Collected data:
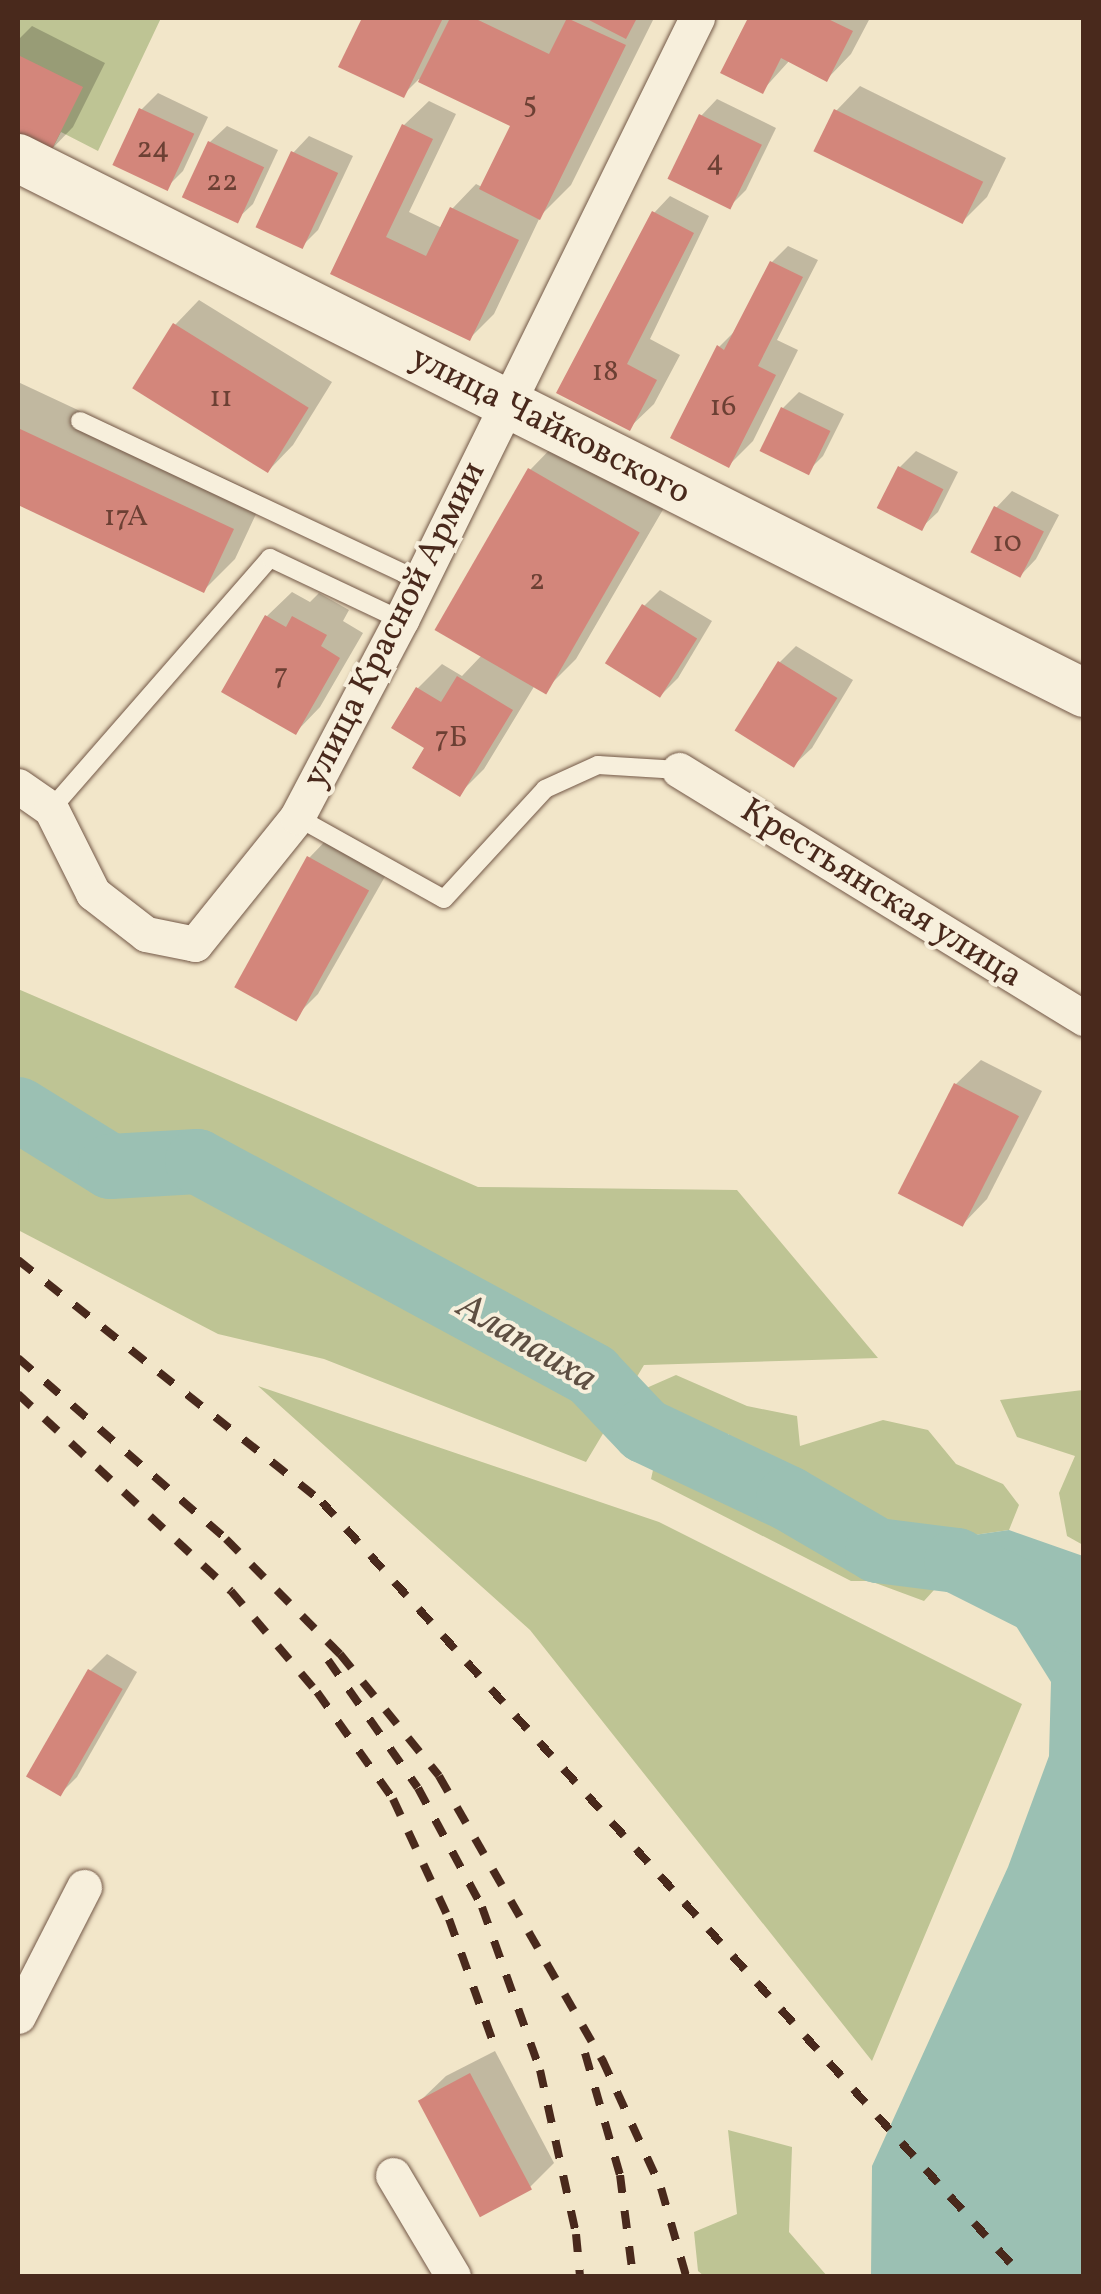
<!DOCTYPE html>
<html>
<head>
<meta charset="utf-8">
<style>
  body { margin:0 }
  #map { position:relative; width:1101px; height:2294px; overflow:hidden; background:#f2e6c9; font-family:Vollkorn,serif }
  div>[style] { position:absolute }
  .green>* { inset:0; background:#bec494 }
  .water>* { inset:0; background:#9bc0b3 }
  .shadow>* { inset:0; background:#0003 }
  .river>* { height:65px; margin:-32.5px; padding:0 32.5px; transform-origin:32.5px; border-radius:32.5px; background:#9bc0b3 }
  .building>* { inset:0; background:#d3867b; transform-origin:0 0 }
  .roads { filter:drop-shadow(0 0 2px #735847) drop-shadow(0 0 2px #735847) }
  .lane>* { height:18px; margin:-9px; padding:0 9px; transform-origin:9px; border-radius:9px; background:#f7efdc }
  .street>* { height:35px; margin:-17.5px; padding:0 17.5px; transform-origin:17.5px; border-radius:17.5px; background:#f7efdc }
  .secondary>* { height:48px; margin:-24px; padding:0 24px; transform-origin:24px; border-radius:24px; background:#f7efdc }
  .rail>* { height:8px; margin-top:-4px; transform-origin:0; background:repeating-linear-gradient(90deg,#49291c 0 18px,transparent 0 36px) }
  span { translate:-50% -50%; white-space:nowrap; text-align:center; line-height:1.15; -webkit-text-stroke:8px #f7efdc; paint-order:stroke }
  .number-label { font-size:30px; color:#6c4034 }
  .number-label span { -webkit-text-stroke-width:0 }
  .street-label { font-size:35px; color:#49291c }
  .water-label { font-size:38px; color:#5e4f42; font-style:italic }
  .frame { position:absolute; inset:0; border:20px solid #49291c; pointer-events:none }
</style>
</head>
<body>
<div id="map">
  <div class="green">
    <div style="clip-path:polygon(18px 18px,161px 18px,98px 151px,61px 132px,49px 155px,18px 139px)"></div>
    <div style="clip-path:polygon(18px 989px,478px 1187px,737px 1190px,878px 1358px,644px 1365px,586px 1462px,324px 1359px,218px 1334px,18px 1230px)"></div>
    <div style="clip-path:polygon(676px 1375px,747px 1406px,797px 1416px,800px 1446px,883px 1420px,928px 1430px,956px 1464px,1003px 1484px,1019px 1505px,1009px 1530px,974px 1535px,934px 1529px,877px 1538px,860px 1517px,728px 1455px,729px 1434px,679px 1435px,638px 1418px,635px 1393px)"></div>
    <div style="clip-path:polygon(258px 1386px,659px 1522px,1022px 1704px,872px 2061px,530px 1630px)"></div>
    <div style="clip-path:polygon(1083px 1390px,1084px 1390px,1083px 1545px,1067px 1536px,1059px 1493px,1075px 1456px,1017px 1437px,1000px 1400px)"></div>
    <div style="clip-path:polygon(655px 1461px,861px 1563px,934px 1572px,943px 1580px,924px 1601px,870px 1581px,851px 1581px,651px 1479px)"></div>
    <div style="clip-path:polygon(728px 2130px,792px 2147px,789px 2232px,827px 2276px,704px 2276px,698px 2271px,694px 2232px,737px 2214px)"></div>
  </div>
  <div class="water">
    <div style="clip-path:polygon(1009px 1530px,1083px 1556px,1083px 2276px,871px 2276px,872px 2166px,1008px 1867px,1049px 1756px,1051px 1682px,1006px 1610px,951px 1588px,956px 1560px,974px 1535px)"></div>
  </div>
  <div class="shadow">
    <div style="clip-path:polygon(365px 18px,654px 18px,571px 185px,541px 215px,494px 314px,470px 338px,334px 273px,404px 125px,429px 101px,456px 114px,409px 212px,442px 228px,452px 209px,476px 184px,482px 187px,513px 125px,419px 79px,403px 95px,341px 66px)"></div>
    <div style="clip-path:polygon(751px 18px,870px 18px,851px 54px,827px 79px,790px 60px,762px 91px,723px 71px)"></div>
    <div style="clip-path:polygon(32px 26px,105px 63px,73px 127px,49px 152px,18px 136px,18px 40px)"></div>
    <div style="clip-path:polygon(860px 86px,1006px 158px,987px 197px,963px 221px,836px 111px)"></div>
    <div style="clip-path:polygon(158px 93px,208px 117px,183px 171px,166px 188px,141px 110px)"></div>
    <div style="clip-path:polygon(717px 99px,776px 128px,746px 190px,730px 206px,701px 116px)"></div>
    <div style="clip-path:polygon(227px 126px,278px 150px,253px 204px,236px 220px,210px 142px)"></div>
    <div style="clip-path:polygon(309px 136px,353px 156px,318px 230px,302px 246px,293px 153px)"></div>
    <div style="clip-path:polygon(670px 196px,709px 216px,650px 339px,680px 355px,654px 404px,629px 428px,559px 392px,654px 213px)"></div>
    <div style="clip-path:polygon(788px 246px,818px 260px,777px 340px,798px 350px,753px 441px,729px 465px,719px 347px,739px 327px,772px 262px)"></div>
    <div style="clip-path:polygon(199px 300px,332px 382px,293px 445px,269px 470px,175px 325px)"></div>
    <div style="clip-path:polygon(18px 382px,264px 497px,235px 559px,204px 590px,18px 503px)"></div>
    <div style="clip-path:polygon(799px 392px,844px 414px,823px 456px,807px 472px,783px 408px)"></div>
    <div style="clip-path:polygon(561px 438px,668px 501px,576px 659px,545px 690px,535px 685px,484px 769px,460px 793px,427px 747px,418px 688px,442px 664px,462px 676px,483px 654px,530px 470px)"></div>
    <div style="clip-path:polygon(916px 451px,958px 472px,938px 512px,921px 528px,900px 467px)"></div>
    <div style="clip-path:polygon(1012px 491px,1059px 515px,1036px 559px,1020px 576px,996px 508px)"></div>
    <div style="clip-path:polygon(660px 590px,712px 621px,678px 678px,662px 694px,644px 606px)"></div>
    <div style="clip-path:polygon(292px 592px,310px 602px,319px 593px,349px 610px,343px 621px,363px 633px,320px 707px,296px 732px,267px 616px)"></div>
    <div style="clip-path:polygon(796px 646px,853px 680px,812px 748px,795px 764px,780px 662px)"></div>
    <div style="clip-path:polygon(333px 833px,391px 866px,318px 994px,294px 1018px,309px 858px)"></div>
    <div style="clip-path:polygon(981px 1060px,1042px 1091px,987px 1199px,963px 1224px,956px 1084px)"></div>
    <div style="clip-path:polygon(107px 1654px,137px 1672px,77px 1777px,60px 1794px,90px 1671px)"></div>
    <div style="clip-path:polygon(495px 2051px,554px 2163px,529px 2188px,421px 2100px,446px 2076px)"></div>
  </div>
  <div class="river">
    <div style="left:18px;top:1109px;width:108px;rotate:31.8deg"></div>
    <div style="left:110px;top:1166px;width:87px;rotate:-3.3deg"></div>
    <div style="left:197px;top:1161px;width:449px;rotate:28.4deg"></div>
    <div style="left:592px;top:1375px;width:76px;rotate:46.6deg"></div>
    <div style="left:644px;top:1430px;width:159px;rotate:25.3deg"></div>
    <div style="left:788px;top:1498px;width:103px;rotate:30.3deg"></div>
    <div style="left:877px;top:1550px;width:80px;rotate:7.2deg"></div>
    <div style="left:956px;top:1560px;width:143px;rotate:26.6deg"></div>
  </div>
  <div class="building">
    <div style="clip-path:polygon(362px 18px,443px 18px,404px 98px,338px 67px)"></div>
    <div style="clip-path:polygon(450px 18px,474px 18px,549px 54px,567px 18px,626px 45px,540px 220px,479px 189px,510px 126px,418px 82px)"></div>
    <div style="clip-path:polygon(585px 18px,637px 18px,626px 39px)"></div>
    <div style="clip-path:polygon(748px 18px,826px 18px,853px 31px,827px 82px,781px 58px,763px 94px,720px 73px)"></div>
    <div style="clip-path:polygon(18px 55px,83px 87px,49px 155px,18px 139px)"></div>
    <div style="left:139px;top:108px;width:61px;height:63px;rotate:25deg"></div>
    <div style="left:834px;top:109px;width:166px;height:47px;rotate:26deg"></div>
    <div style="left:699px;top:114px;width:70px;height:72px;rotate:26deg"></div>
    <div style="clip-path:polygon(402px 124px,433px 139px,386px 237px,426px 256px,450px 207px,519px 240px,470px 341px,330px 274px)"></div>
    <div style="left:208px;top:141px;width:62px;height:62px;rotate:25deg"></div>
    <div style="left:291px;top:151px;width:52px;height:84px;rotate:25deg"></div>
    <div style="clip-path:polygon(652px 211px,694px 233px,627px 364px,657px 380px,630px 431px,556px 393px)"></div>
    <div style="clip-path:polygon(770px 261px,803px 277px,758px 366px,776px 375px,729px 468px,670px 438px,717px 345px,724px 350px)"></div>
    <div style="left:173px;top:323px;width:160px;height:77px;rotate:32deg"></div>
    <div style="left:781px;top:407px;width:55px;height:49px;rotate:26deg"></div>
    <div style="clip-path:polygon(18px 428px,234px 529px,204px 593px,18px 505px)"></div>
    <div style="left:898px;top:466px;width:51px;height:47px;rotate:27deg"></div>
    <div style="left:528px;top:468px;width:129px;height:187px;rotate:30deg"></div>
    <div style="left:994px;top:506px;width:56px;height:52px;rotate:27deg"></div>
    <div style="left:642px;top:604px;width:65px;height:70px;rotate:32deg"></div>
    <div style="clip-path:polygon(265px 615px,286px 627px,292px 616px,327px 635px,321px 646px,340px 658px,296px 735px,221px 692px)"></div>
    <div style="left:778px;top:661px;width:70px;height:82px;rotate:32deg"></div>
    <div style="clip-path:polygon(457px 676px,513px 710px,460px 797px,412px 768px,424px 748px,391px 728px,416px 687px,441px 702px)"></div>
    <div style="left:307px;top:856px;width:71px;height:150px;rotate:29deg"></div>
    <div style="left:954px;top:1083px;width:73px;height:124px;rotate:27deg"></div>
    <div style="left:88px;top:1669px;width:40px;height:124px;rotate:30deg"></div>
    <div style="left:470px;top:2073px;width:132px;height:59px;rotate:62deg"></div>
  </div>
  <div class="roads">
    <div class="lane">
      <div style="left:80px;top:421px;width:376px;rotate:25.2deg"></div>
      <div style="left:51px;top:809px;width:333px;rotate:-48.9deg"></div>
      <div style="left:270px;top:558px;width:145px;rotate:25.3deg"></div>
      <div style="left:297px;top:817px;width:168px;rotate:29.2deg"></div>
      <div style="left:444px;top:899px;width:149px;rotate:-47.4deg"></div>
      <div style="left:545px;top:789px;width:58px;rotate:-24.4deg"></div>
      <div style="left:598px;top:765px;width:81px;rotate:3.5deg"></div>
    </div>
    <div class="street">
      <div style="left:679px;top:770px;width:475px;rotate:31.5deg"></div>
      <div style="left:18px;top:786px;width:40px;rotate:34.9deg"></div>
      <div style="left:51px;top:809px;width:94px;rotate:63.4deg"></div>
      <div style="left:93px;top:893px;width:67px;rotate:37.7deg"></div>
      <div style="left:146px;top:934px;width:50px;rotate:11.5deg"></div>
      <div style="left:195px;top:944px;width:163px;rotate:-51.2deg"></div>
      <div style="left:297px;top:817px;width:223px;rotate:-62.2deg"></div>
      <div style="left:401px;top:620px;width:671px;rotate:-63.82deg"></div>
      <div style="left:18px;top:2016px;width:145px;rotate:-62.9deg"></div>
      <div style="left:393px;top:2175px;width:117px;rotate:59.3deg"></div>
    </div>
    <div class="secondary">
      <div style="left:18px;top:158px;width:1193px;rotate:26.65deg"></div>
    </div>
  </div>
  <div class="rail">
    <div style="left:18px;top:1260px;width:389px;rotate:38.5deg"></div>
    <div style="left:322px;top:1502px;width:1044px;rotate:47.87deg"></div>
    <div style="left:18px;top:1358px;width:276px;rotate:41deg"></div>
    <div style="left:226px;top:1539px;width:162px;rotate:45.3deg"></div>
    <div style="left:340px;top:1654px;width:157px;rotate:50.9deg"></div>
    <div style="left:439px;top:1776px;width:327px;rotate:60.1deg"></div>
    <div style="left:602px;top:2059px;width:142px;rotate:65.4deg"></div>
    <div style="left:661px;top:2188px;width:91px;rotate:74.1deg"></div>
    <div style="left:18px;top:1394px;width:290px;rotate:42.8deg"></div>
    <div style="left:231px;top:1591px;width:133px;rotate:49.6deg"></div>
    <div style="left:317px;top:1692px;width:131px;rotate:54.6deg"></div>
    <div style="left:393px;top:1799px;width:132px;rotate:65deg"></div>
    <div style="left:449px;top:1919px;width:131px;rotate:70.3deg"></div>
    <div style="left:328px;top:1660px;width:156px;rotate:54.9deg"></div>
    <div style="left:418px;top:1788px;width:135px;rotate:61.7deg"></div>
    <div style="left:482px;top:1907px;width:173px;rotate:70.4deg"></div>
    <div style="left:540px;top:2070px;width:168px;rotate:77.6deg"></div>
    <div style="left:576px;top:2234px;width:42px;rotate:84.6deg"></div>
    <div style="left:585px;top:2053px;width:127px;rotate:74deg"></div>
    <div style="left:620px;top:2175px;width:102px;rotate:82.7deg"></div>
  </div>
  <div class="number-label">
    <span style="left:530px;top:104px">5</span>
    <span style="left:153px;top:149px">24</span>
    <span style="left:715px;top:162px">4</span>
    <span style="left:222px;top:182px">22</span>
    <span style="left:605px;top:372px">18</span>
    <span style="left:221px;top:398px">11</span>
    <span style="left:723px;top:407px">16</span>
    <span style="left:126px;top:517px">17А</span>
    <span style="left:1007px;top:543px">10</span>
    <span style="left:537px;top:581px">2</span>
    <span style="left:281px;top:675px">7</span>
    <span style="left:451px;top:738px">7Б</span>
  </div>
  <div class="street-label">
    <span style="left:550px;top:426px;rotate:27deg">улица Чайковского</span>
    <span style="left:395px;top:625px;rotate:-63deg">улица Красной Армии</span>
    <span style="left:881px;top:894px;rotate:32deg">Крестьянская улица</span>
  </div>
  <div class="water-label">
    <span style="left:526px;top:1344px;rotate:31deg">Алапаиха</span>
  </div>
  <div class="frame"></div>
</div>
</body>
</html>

## Task brief:
Above are the records; copy exactly the lines from the line with "height:65px; margin:-32.5px; padding:0" through the line with "filter:drop-shadow(0 0 2px", both included.

## Task result:
  .river>* { height:65px; margin:-32.5px; padding:0 32.5px; transform-origin:32.5px; border-radius:32.5px; background:#9bc0b3 }
  .building>* { inset:0; background:#d3867b; transform-origin:0 0 }
  .roads { filter:drop-shadow(0 0 2px #735847) drop-shadow(0 0 2px #735847) }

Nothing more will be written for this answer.